What you have to do:
All lines below containing the string "href" are to be copied.

Data extract:

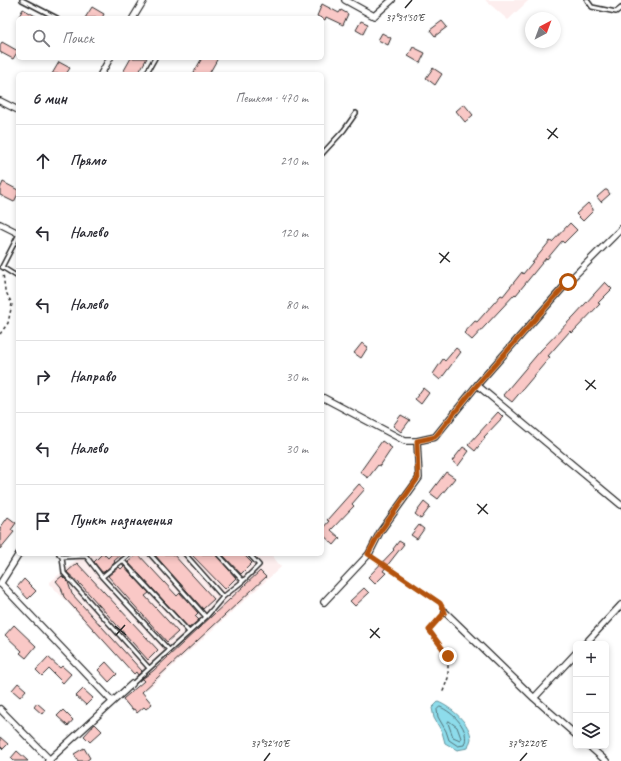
<!DOCTYPE html>
<html lang="ru">
<head>
<meta charset="utf-8">
<style>
  :root { --surface:#fff; --page:#f7f7f7; --text:#2b2b33; --muted:#7c7c81; --line:#e1e1e2 }
  body { margin:0; font-family:Caveat,sans-serif; background:var(--page); color:var(--text) }
  .controls { position:absolute; right:12px; bottom:12px; display:grid; overflow:hidden; border-radius:6px; box-shadow:0 2px 6px #0003 }
  .controls button { width:36px; height:36px; display:grid; place-items:center; padding:0; border:0; border-bottom:1px solid var(--line); background:var(--surface); color:var(--text); font:20px sans-serif }
  .compass { position:absolute; left:525px; top:12px; width:36px; height:36px; border-radius:50%; background:var(--surface); box-shadow:0 2px 6px #0003; rotate:41deg }
  .stop { position:absolute; width:12px; height:12px; margin:-9px; border:3px solid #b45309; border-radius:50%; background:#fff }
  .stop.end { background:#b45309; border-color:#fff; box-shadow:0 1px 4px #0008 }
  .list { margin:0; padding:0; list-style:none }
  h2 { display:flex; justify-content:space-between; align-items:center; height:52px; margin:0; padding:0 16px; font-size:17px }
  h2 small { font-size:13px; font-weight:400; color:var(--muted) }
  .list li { display:grid; grid-template-columns:26px 1fr auto; gap:12px; align-items:center; box-sizing:border-box; height:72px; padding:0 16px; border-top:1px solid var(--line) }
  .list b { display:block; font-size:15px; white-space:nowrap }
  .list em { font-size:13px; font-style:normal; color:var(--muted) }
  .icon { flex:none; width:22px; height:22px; fill:none; stroke:currentColor; stroke-width:2; stroke-linecap:round; stroke-linejoin:round }
  .map { position:relative; flex:none; width:621px; height:761px; overflow:hidden }
  .search { position:absolute; background:var(--surface); box-shadow:0 2px 6px #0003; left:16px; top:16px; width:308px; height:44px; display:flex; align-items:center; gap:10px; box-sizing:border-box; padding:0 14px; border-radius:6px; color:var(--muted); font-size:15px }
  .panel { position:absolute; background:var(--surface); box-shadow:0 2px 6px #0003; left:16px; top:72px; width:308px; height:484px; border-radius:6px }
  .map>svg:first-child { display:block }
  .built { fill:#fdeeee }
  .water { fill:#8ddceb; stroke:#66959e }
  .lines { fill:none; stroke-linecap:round; stroke-linejoin:round }
  .shore { stroke:#527278; stroke-width:1 }
  .building { fill:#f9c8c6; stroke:#2b2b2b }
  .service-casing { stroke:#2b2b2b; stroke-width:6 }
  .minor-casing { stroke:#2b2b2b; stroke-width:8 }
  .path { stroke:#2b2b2b; stroke-width:1.5; stroke-dasharray:3 3; stroke-linecap:butt }
  .service { stroke:#fff; stroke-width:3 }
  .minor { stroke:#fff; stroke-width:5.5 }
  .route { stroke:#b45309; stroke-width:5 }
  .ticks { fill:none; stroke:#2b2b2b; stroke-width:1.5 }
  .ticks-label { font-size:10px; text-anchor:middle; fill:#2b2b2b; stroke:#fff; stroke-width:4; stroke-linejoin:round; paint-order:stroke }
</style>
</head>
<body>
<div class="map">
<svg width="621" height="761" viewBox="0 0 621 761">
  <rect width="100%" height="100%" fill="#fff"/>
  <filter id="ink" filterUnits="userSpaceOnUse"><feTurbulence type="fractalNoise" baseFrequency=".025" numOctaves="2"/><feDisplacementMap in="SourceGraphic" scale="8" xChannelSelector="R" yChannelSelector="G"/><feConvolveMatrix kernelMatrix="1 2 1 2 8 2 1 2 1" color-interpolation-filters="sRGB"/></filter>
  <g filter="url(#ink)">
    <path class="built" d="M485,0H529L508,20Z
      M83,554H271L281,567L148,689L49,583Z"/>
    <path class="water" d="M438,702C451,707 471,724 471,739C470,742 469,745 468,748L457,750L445,743L442,732L434,718L432,708Z"/>
    <g class="lines">
      <path class="shore" d="M440,707C453,712 471,730 464,745L458,746L449,740L446,731L438,717L437,710Z
        M449,721L457,727L461,738L460,740L453,737L448,723Z"/>
    </g>
    <path class="building" d="M322,4L339,13L341,10L348,14L343,25L326,17L325,20L317,16Z
      M92,7L104,14L102,18H85Z
      M23,9L39,18H18Z
      M361,21L368,24L363,34L356,30Z
      M442,21L447,27L435,36L430,30Z
      M382,33L391,38L388,45L378,40Z
      M2,42L18,51L13,59L0,52V45Z
      M413,47L425,53L420,63L408,56Z
      M131,58H147L138,74H122Z
      M202,58H218L209,74H193Z
      M59,62L70,68L66,74H52Z
      M433,68L442,74L435,85L426,78Z
      M464,104L473,115L465,122L456,111Z
      M3,182L18,190V194L14,202L0,195V189Z
      M605,190H607L610,194L601,202L597,197Z
      M588,203L593,209V211L583,221L576,214Z
      M570,223L577,230L564,243L562,241L547,259L546,258L516,295L515,294L472,340L464,333L475,321L477,322L501,295L503,296L522,272L523,274L550,241L552,242Z
      M605,282L612,289L598,303L600,304L572,333L570,331L548,356L550,357L512,402L503,395L541,350L575,315Z
      M362,343L368,347L361,358L354,353Z
      M456,348L461,352L440,380L433,374L443,359L445,361Z
      M423,388L429,393L421,404L415,399Z
      M498,412L503,417L484,437L485,438L475,451L468,445Z
      M401,415L410,420L401,432L393,426Z
      M382,441L392,448L380,466L378,465L368,478L360,472Z
      M463,447L469,451L458,466L452,461Z
      M446,472L455,478L438,499L430,493Z
      M359,484L365,489L352,504L354,506L331,530L340,538L334,545L322,534V529L329,521L327,520Z
      M424,502L430,507L421,519L415,514Z
      M8,517L16,523L11,530L14,532L0,549V528Z
      M419,525L424,529L417,539L411,535Z
      M399,541L404,544L383,571L386,573L375,584L368,577L394,550L393,549Z
      M102,554H104L108,558L112,554H122L114,561L115,562L104,572H102L94,562Z
      M138,554L177,596L180,593L198,613L195,616L199,620L189,628L128,562Z
      M154,554H173L214,599L203,609Z
      M191,554H215L236,578L225,589Z
      M222,554H243L252,563L241,574Z
      M77,563L158,650L148,660L82,586L67,572Z
      M124,566L149,593L145,596L178,632L167,642L108,576L119,567L121,569Z
      M260,571L266,577L142,692L152,704L146,709L144,707L137,713L134,709L132,710L123,699L144,681L142,679L153,671Z
      M62,576L68,582L72,594L142,671L138,675L136,672L134,674L64,597L61,587L56,581Z
      M24,579L36,591L28,599L17,587Z
      M364,588L369,593L355,606L350,601Z
      M14,625L36,646L26,658L20,653L22,651L5,635Z
      M48,657L60,668L62,666L71,674L63,683L49,669L42,676L36,670Z
      M106,662L117,674L109,682L98,670Z
      M18,683L26,690L20,697L12,690Z
      M83,689L93,698L86,705L76,696Z
      M37,703L45,710L42,714L34,707Z
      M63,710L73,720L68,726L57,716Z
      M95,724L102,731L90,742L84,736Z
      M0,737L8,744L3,749L0,746Z
      M84,748L90,758L86,761H78L74,754Z
      M17,751L28,761H14L11,758Z"/>
    <g class="lines">
      <g class="service-casing">
        <path id="service" d="M22,0L57,18
          M587,0L592,7L616,12L621,8
          M146,74L155,58
          M322,154L344,130L356,113
          M18,236L2,267L18,277
          M59,554L62,557L86,556L102,577L169,650
          M150,554L206,617
          M218,554L243,581L223,597
          M62,557L64,573L149,668
          M122,560L189,632
          M102,577L130,554
          M243,581L259,565L249,554
          M132,684L206,617L223,597L185,554"/>
      </g>
      <g class="minor-casing">
        <path id="minor" d="M345,0L374,16L392,0
          M133,18L144,0
          M101,74L110,58
          M0,101L18,110
          M0,224L18,233
          M477,385L621,505
          M322,397L405,441H417L435,437L477,385L568,282L621,229
          M0,584L19,554
          M1,584L112,701
          M324,602L369,554L380,532L419,478L417,441
          M445,612L534,698L576,735
          M585,644L621,605
          M534,698L576,653
          M0,709L50,760
          M589,746L606,761
          M48,761L132,684"/>
      </g>
      <path class="path" d="M0,334L8,323L12,304L5,290L3,273
        M373,557L440,603L442,608
        M441,616L429,630L448,656V678L442,694"/>
      <use href="#service" class="service"/>
      <use href="#minor" class="minor"/>
    </g>
  </g>
  <g class="lines" filter="url(#ink)">
    <path class="route" d="M448,656L429,630L445,612L440,603L368,554L380,532L418,478L417,441L435,437L477,385L568,282"/>
  </g>
  <path class="ticks" d="M405,8L412,0M547,129L558,138M548,139L557,128M439,253L450,262M440,263L449,252M585,380L596,389M586,390L595,380M477,504L488,514M478,514L487,504M115,626L126,635M370,629L380,638M116,635L125,625M370,638L379,628M264,761L270,753M520,761L527,753"/>
  <g class="ticks-label">
    <text x="405" y="21">37°31'50"E</text>
    <text x="270" y="747">37°32'10"E</text>
    <text x="527" y="747">37°32'20"E</text>
  </g>
</svg>
<div class="controls">
<button>+</button>
<button>−</button>
<button><svg class="icon" aria-label="layers" viewBox="0 0 24 24"><path d="M12 4l9 5-9 5-9-5zM3 14l9 5 9-5"/></svg></button>
</div>
<svg class="compass" viewBox="-18 -18 36 36"><path d="M0-13l5 13h-10z" fill="#e53935"/><path d="M0 13l5-13h-10z" fill="#7c7c81"/></svg>
<div class="stop" style="left:568px;top:282px"></div>
<div class="stop end" style="left:448px;top:656px"></div>
<div class="search"><svg class="icon" aria-label="search" viewBox="0 0 24 24"><circle cx="10" cy="10" r="6"/><path d="M15 15l6 6"/></svg>Поиск</div>
<section class="panel">
<h2>6 мин<small>Пешком · 470 m</small></h2>
<ul class="list">
<li><svg class="icon" aria-label="ahead" viewBox="0 0 24 24"><path d="M12 20V5M6 11l6-6 6 6"/></svg><div><b>Прямо</b></div><em>210 m</em></li>
<li><svg class="icon" aria-label="left" viewBox="0 0 24 24"><path d="M17 20v-9H6M10 6l-5 5 5 5"/></svg><div><b>Налево</b></div><em>120 m</em></li>
<li><svg class="icon" aria-label="left" viewBox="0 0 24 24"><path d="M17 20v-9H6M10 6l-5 5 5 5"/></svg><div><b>Налево</b></div><em>80 m</em></li>
<li><svg class="icon" aria-label="right" viewBox="0 0 24 24"><path d="M7 20v-9h11M14 6l5 5-5 5"/></svg><div><b>Направо</b></div><em>30 m</em></li>
<li><svg class="icon" aria-label="left" viewBox="0 0 24 24"><path d="M17 20v-9H6M10 6l-5 5 5 5"/></svg><div><b>Налево</b></div><em>30 m</em></li>
<li><svg class="icon" aria-label="arrive" viewBox="0 0 24 24"><path d="M6 21V4h12l-3 4 3 4H6"/></svg><div><b>Пункт назначения</b></div></li>
</ul>
</section>
</div>
</body>
</html>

Task solution:
      <use href="#service" class="service"/>
      <use href="#minor" class="minor"/>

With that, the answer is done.